ACTIVITY
Nothing may be dropped. Retype the whole listing exactly.

══ SUPPLIED INFORMATION

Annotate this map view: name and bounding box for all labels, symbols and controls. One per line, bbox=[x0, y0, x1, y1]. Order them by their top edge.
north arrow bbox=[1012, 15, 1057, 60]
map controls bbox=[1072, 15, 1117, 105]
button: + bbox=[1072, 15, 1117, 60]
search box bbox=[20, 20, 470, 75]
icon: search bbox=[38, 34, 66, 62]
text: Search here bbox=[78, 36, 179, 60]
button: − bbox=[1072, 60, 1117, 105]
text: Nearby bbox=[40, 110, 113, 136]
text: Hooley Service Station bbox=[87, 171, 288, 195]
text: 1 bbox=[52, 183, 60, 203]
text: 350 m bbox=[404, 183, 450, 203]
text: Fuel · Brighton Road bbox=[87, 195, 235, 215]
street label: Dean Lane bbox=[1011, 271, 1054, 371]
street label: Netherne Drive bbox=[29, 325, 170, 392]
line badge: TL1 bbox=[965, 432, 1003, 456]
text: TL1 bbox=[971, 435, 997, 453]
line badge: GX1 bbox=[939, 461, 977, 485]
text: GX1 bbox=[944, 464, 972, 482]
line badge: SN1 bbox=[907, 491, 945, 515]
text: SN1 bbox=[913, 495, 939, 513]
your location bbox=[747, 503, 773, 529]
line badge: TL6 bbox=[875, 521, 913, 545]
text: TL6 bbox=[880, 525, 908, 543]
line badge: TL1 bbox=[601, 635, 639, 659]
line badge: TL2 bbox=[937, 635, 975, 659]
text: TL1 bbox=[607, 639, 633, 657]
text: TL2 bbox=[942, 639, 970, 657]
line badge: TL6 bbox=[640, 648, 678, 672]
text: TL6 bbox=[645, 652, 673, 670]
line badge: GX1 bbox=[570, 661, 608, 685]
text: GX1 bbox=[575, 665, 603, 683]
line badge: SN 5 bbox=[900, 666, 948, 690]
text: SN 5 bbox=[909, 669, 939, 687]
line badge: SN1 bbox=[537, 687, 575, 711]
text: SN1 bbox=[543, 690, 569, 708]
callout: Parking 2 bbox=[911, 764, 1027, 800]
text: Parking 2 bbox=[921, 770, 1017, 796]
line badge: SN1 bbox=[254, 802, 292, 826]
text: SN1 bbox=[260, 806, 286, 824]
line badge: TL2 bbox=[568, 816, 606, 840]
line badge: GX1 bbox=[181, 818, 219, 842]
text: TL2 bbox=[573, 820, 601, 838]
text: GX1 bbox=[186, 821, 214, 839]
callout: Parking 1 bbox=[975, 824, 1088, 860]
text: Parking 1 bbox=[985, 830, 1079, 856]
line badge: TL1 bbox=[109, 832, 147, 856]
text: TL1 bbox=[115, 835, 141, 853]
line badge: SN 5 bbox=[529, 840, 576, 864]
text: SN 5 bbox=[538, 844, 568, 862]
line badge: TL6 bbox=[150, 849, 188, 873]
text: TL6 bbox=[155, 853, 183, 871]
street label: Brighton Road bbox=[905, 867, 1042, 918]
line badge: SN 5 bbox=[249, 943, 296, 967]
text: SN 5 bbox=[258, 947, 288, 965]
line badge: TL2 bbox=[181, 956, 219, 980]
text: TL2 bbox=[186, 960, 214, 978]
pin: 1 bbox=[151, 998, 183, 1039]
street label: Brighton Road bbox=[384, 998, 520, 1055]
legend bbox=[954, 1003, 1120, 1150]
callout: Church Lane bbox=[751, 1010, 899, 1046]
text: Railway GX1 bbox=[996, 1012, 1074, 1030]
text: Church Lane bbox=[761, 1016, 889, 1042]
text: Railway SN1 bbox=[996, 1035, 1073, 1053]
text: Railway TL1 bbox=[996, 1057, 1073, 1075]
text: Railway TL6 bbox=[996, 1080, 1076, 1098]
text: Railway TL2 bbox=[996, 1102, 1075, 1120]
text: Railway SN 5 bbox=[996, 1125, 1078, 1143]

════

SOLUTION
Annotate this map view: name and bounding box for all labels, symbols and controls. One per line, bbox=[x0, y0, x1, y1]. Order them by their top edge.
north arrow bbox=[1012, 15, 1057, 60]
map controls bbox=[1072, 15, 1117, 105]
button: + bbox=[1072, 15, 1117, 60]
search box bbox=[20, 20, 470, 75]
icon: search bbox=[38, 34, 66, 62]
text: Search here bbox=[78, 36, 179, 60]
button: − bbox=[1072, 60, 1117, 105]
text: Nearby bbox=[40, 110, 113, 136]
text: Hooley Service Station bbox=[87, 171, 288, 195]
text: 1 bbox=[52, 183, 60, 203]
text: 350 m bbox=[404, 183, 450, 203]
text: Fuel · Brighton Road bbox=[87, 195, 235, 215]
street label: Dean Lane bbox=[1011, 271, 1054, 371]
street label: Netherne Drive bbox=[29, 325, 170, 392]
line badge: TL1 bbox=[965, 432, 1003, 456]
text: TL1 bbox=[971, 435, 997, 453]
line badge: GX1 bbox=[939, 461, 977, 485]
text: GX1 bbox=[944, 464, 972, 482]
line badge: SN1 bbox=[907, 491, 945, 515]
text: SN1 bbox=[913, 495, 939, 513]
your location bbox=[747, 503, 773, 529]
line badge: TL6 bbox=[875, 521, 913, 545]
text: TL6 bbox=[880, 525, 908, 543]
line badge: TL1 bbox=[601, 635, 639, 659]
line badge: TL2 bbox=[937, 635, 975, 659]
text: TL1 bbox=[607, 639, 633, 657]
text: TL2 bbox=[942, 639, 970, 657]
line badge: TL6 bbox=[640, 648, 678, 672]
text: TL6 bbox=[645, 652, 673, 670]
line badge: GX1 bbox=[570, 661, 608, 685]
text: GX1 bbox=[575, 665, 603, 683]
line badge: SN 5 bbox=[900, 666, 948, 690]
text: SN 5 bbox=[909, 669, 939, 687]
line badge: SN1 bbox=[537, 687, 575, 711]
text: SN1 bbox=[543, 690, 569, 708]
callout: Parking 2 bbox=[911, 764, 1027, 800]
text: Parking 2 bbox=[921, 770, 1017, 796]
line badge: SN1 bbox=[254, 802, 292, 826]
text: SN1 bbox=[260, 806, 286, 824]
line badge: TL2 bbox=[568, 816, 606, 840]
line badge: GX1 bbox=[181, 818, 219, 842]
text: TL2 bbox=[573, 820, 601, 838]
text: GX1 bbox=[186, 821, 214, 839]
callout: Parking 1 bbox=[975, 824, 1088, 860]
text: Parking 1 bbox=[985, 830, 1079, 856]
line badge: TL1 bbox=[109, 832, 147, 856]
text: TL1 bbox=[115, 835, 141, 853]
line badge: SN 5 bbox=[529, 840, 576, 864]
text: SN 5 bbox=[538, 844, 568, 862]
line badge: TL6 bbox=[150, 849, 188, 873]
text: TL6 bbox=[155, 853, 183, 871]
street label: Brighton Road bbox=[905, 867, 1042, 918]
line badge: SN 5 bbox=[249, 943, 296, 967]
text: SN 5 bbox=[258, 947, 288, 965]
line badge: TL2 bbox=[181, 956, 219, 980]
text: TL2 bbox=[186, 960, 214, 978]
pin: 1 bbox=[151, 998, 183, 1039]
street label: Brighton Road bbox=[384, 998, 520, 1055]
legend bbox=[954, 1003, 1120, 1150]
callout: Church Lane bbox=[751, 1010, 899, 1046]
text: Railway GX1 bbox=[996, 1012, 1074, 1030]
text: Church Lane bbox=[761, 1016, 889, 1042]
text: Railway SN1 bbox=[996, 1035, 1073, 1053]
text: Railway TL1 bbox=[996, 1057, 1073, 1075]
text: Railway TL6 bbox=[996, 1080, 1076, 1098]
text: Railway TL2 bbox=[996, 1102, 1075, 1120]
text: Railway SN 5 bbox=[996, 1125, 1078, 1143]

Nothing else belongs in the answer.